Suppose that all the keys in a binary tree are distinct positive integers. Given the postorder and inorder traversal sequences, you are supposed to output the level order traversal sequence of the corresponding binary tree.

Input Specification:

Each input file contains one test case. For each case, the first line gives a positive integer N (≤30), the total number of nodes in the binary tree. The second line gives the postorder sequence and the third line gives the inorder sequence. All the numbers in a line are separated by a space.

Output Specification:

For each test case, print in one line the level order traversal sequence of the corresponding binary tree.
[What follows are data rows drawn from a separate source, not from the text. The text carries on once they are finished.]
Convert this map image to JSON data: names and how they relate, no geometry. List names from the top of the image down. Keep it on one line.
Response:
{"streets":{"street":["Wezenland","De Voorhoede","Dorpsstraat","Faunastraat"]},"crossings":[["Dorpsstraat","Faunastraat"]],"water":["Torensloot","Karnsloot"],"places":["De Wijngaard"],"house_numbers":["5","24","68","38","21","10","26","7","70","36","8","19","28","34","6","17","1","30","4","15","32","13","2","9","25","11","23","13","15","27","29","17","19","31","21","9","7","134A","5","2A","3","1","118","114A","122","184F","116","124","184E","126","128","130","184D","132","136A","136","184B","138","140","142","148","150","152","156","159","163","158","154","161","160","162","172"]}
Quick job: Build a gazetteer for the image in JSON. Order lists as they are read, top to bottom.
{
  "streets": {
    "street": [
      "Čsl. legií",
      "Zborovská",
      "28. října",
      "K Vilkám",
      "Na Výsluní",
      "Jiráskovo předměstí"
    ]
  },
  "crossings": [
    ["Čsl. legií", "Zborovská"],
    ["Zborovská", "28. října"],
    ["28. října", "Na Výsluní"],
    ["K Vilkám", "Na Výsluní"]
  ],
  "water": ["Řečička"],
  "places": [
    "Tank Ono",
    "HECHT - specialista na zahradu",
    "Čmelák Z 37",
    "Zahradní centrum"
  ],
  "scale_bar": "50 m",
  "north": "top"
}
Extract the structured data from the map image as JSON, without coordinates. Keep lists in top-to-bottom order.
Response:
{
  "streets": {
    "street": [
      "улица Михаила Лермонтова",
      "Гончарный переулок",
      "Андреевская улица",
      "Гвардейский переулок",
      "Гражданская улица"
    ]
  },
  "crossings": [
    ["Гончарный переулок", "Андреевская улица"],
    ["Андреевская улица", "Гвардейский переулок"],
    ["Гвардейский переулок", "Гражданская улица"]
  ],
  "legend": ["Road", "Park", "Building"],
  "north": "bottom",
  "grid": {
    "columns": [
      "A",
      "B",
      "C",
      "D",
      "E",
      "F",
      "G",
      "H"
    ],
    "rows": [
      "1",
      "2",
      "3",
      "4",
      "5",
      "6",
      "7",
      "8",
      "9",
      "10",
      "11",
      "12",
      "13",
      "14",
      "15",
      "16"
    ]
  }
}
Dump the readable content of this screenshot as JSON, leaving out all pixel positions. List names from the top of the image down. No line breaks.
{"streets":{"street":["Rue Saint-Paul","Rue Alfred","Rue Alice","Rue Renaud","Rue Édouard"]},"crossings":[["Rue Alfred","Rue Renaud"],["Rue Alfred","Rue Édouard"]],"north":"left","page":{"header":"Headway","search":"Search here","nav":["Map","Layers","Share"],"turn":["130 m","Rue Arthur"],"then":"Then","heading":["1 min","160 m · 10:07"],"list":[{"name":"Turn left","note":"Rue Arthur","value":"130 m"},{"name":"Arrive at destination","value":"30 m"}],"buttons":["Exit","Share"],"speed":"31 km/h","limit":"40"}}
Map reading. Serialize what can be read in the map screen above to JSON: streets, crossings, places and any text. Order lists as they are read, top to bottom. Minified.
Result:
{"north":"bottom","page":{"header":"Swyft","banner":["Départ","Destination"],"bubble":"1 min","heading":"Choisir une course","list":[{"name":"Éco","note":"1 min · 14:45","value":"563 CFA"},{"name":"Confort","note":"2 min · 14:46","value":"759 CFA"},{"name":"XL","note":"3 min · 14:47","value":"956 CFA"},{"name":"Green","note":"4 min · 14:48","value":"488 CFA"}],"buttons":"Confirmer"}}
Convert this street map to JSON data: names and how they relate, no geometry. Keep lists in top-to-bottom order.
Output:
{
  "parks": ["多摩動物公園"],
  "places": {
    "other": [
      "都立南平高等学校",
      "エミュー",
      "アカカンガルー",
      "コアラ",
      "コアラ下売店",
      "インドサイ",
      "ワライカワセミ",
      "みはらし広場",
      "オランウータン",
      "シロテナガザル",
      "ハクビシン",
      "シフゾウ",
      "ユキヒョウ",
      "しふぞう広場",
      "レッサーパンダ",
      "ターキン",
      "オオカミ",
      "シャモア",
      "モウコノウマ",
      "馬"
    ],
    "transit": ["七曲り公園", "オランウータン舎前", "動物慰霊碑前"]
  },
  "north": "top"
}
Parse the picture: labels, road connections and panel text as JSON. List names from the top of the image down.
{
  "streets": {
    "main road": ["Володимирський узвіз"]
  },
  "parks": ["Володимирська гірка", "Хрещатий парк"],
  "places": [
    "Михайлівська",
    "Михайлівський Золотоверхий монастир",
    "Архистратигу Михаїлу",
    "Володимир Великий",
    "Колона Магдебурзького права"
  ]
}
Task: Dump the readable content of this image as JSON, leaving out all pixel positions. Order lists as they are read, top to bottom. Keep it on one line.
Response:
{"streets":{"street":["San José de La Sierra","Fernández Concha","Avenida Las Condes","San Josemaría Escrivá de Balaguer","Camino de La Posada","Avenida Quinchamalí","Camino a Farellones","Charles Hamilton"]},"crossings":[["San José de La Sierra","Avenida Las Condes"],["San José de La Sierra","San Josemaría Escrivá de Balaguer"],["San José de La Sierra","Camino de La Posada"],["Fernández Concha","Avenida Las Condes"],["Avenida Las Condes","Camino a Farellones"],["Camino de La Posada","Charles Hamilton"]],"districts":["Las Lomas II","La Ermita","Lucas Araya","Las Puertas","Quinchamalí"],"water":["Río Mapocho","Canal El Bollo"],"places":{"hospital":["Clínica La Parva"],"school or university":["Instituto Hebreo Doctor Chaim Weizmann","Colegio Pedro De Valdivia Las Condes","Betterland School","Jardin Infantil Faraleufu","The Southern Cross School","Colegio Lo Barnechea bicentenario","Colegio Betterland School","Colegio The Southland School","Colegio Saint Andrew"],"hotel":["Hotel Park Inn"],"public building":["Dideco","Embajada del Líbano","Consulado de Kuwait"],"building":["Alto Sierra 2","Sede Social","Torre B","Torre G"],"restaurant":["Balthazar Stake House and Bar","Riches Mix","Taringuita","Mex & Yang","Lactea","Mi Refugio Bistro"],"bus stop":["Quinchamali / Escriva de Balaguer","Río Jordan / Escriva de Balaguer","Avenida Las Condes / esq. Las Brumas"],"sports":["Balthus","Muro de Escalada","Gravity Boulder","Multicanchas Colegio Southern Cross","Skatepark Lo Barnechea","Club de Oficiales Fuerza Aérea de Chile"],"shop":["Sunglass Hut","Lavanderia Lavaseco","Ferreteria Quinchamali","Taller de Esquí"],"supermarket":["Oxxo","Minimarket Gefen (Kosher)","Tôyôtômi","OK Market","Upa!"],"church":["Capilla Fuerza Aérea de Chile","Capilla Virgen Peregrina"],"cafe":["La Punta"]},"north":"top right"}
All the numbers in a line must be separated by exactly one space, and there must be no extra space at the end of the line.

Sample Input:

7

2 3 1 5 7 6 4

1 2 3 4 5 6 7

Sample Output:

4 1 6 3 5 7 2

#include <iostream>
#include <cstdio>
#include <cstring>
#include <queue>
#include <vector>
using namespace std;

#define maxn 35
int n;

int postorder[maxn], inorder[maxn];

typedef struct node{
	int value;
	node *left, *right;
	node(int v=0, node *left=NULL, node *right=NULL):value(v),left(left),right(right){}
}*root;

void build(root tree, int left, int right, int post){		//left,right是中序遍历的边界，post是元素在后序遍历中的序号
	if(tree==NULL)
		return ;
	int mid=0;
	for(int i=left; i<=right; ++i){
		if(inorder[i]==tree->value){
			mid = i;
			break;
		}
	}
	int rlen=right-mid;
	int llen=mid-left;
	if(llen>0){
		tree->left = new node(postorder[post-rlen-1]);			
		build(tree->left, left, mid-1, post-rlen-1);
	}
	else{
		tree->left=NULL;
	}
	if(rlen>0){
		tree->right = new node(postorder[post-1]);
		build(tree->right, mid+1, right, post-1);
	}
	else{
		tree->right=NULL;
	}
}


void detree(root tree){
	if(tree==NULL)
		return ;
	detree(tree->left);
	detree(tree->right);
	delete(tree);
}

int main(){
	queue<root> q;
	while(cin >> n){

		for(int i=1; i<=n; ++i){
			cin >> postorder[i];
		}
		for(int i=1; i<=n; ++i){
			cin >> inorder[i];
		}
		root tree = new node(postorder[n]);
		build(tree, 1, n, n);
		vector<int> v;
		q.push(tree);
		while(!q.empty()){
			root rt = q.front();
			if(rt->left!=NULL)
				q.push(rt->left);
			if(rt->right!=NULL)
				q.push(rt->right);
			q.pop();
			v.push_back(rt->value);
		}

		cout << v[0];
		for(int i=1; i<v.size(); ++i){
			cout << ' ' << v[i];
		}
		cout << endl;
		detree(tree);
	}
	return 0;
}